• WORKING DATA
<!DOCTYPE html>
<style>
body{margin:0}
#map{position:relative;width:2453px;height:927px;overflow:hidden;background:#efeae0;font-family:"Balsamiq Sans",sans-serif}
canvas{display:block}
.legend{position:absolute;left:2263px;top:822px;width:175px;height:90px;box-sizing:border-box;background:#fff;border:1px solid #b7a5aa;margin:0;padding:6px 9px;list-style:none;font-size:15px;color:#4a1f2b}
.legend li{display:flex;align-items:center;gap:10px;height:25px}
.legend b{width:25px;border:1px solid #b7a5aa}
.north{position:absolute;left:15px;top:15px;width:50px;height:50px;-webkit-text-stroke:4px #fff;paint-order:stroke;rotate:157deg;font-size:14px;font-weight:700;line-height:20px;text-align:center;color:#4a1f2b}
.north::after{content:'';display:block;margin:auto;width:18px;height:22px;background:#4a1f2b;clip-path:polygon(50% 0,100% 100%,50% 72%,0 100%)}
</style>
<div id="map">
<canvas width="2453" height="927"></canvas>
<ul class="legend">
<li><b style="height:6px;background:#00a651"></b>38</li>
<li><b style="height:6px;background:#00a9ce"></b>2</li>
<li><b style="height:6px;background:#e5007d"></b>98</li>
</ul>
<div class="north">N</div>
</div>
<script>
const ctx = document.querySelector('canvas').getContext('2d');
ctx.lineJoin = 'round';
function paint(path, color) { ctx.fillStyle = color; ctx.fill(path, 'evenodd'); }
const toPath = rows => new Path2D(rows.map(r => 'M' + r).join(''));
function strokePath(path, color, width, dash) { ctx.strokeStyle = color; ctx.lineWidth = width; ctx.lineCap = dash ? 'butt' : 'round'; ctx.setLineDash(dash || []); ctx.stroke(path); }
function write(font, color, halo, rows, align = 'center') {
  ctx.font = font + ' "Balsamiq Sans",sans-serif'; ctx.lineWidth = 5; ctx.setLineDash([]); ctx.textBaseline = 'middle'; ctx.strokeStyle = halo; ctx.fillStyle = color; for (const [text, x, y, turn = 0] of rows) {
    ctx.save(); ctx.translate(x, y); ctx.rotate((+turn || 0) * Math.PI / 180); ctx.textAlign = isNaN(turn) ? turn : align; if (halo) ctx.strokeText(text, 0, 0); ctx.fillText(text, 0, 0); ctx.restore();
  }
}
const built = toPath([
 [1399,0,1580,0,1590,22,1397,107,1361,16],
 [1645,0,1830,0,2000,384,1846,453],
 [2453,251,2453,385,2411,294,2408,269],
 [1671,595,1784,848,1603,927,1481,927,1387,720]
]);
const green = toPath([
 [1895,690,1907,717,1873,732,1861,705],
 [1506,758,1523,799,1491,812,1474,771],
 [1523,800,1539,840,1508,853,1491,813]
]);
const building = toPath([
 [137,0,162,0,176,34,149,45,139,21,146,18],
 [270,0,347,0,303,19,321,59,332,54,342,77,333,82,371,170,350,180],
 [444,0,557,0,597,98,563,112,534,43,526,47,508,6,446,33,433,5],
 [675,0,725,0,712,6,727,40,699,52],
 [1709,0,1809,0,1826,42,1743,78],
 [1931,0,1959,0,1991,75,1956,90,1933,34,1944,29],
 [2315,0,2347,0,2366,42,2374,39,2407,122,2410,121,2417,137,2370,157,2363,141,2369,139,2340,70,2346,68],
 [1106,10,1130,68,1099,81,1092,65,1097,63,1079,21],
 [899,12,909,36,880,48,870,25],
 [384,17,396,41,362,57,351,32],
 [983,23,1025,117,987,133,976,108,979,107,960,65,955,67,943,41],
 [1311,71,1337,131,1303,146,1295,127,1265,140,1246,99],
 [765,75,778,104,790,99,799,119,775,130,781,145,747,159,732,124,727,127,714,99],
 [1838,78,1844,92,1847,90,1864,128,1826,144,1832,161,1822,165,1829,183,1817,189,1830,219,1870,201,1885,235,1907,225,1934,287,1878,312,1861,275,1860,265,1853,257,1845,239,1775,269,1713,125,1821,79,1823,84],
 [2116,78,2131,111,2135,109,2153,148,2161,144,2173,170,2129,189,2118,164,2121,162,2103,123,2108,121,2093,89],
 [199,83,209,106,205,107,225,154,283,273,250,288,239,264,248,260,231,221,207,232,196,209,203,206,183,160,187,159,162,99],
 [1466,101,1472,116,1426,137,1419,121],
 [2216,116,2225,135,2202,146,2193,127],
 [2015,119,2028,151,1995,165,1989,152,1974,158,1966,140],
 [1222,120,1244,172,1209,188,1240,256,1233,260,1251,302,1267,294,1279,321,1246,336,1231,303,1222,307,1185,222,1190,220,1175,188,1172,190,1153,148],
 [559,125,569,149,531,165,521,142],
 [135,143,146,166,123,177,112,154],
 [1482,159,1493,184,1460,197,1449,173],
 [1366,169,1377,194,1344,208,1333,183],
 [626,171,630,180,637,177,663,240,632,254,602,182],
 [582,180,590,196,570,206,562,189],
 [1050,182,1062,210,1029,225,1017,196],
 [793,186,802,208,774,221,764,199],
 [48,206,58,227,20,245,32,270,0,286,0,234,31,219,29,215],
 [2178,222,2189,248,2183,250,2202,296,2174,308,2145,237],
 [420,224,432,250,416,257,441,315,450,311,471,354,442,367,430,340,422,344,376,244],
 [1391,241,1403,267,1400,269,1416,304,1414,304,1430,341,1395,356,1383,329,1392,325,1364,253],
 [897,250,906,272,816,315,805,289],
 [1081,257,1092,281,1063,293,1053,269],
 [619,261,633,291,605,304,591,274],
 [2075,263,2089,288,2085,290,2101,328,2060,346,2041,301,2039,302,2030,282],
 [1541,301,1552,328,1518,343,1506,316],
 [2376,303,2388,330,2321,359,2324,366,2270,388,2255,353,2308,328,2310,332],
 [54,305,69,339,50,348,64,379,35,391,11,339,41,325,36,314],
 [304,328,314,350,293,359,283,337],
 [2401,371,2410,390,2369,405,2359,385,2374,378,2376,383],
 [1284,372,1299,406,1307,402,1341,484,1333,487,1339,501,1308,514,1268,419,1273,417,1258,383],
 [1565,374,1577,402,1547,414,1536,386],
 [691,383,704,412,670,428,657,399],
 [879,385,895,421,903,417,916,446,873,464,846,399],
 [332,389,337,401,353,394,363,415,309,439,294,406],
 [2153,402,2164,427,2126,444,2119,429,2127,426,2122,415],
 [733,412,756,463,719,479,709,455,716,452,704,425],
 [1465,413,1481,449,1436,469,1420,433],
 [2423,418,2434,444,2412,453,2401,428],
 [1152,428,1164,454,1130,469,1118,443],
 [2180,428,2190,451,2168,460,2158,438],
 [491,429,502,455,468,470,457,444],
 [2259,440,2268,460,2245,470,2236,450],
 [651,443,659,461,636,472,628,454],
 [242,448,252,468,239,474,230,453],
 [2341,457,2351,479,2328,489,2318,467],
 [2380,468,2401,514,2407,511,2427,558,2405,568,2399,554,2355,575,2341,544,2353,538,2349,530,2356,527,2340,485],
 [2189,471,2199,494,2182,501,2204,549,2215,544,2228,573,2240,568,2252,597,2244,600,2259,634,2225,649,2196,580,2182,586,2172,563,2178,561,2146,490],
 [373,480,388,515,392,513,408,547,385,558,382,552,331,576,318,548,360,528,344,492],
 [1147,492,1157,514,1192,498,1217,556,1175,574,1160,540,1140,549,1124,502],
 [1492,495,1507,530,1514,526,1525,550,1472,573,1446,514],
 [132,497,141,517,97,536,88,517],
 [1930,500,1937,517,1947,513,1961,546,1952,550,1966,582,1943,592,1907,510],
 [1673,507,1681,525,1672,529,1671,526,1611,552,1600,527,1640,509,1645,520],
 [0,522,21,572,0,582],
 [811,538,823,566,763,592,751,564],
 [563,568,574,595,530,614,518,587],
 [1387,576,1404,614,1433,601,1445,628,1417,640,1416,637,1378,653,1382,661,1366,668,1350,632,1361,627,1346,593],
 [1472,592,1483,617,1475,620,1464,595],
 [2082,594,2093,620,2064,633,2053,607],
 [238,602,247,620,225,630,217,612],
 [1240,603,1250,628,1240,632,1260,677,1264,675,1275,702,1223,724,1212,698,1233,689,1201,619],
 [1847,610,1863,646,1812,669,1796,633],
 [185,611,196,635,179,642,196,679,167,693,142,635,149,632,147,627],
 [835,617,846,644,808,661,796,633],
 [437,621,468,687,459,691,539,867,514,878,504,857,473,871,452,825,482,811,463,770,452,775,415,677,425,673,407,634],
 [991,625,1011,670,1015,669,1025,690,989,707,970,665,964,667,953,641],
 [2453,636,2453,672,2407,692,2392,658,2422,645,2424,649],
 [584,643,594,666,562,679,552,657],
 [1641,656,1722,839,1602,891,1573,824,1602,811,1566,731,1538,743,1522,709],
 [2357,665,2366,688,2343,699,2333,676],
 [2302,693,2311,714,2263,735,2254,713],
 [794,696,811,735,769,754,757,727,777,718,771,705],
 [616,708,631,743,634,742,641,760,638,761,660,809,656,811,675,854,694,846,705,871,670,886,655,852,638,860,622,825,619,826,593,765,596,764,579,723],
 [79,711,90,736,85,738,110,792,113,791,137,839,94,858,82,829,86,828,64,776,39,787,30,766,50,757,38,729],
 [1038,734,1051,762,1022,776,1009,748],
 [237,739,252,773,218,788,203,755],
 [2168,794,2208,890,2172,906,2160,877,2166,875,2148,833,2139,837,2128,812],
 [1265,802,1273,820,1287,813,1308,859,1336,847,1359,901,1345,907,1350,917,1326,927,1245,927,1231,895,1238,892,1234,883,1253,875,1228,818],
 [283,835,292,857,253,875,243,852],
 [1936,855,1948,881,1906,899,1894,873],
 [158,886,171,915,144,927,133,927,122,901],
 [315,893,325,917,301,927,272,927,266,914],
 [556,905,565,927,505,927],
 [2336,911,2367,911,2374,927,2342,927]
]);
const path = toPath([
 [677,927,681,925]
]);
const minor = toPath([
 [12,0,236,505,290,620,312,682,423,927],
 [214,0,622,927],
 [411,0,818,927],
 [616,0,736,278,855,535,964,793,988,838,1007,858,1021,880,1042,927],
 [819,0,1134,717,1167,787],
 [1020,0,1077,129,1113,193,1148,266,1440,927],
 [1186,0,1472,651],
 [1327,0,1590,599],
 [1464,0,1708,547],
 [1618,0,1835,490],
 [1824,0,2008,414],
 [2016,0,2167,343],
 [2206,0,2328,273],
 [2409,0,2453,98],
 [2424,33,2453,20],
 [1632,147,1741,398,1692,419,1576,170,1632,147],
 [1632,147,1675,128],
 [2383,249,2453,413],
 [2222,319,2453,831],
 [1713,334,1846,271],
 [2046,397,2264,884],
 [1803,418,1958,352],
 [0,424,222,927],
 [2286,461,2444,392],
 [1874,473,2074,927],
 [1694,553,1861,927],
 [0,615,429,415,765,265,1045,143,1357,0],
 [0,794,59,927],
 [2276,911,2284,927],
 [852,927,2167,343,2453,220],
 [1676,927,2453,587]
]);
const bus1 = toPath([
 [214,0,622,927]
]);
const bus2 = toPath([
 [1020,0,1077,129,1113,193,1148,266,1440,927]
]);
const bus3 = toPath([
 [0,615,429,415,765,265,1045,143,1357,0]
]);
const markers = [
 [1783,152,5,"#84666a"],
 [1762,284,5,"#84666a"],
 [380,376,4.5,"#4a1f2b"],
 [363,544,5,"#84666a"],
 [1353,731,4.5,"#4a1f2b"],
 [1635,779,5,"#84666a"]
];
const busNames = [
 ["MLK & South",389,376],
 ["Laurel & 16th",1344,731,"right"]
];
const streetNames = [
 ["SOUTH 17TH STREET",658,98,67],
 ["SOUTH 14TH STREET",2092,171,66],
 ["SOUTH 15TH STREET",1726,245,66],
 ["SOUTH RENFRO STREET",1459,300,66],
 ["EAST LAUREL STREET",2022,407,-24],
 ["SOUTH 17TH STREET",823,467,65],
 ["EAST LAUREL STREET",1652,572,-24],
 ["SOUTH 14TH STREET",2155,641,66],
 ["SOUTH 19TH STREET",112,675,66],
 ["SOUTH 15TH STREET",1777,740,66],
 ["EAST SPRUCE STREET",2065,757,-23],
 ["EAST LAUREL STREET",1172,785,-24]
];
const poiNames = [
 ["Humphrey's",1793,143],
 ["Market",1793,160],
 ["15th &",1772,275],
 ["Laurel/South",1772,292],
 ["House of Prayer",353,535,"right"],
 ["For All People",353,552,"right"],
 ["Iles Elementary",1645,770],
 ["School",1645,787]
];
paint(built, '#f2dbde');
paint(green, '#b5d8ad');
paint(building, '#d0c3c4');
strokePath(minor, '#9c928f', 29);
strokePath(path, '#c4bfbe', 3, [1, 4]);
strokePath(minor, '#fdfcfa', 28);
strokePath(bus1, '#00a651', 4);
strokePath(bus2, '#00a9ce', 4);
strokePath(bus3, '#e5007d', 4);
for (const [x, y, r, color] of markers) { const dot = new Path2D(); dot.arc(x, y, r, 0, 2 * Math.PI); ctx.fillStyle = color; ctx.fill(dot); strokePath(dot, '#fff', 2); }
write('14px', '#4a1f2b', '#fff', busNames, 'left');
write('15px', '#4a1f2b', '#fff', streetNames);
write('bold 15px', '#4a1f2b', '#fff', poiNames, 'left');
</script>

• TASK TO CARRY OUT
All lines with the word "lineWidth" should be copied from the material above.

• TASK ANSWER
function strokePath(path, color, width, dash) { ctx.strokeStyle = color; ctx.lineWidth = width; ctx.lineCap = dash ? 'butt' : 'round'; ctx.setLineDash(dash || []); ctx.stroke(path); }
  ctx.font = font + ' "Balsamiq Sans",sans-serif'; ctx.lineWidth = 5; ctx.setLineDash([]); ctx.textBaseline = 'middle'; ctx.strokeStyle = halo; ctx.fillStyle = color; for (const [text, x, y, turn = 0] of rows) {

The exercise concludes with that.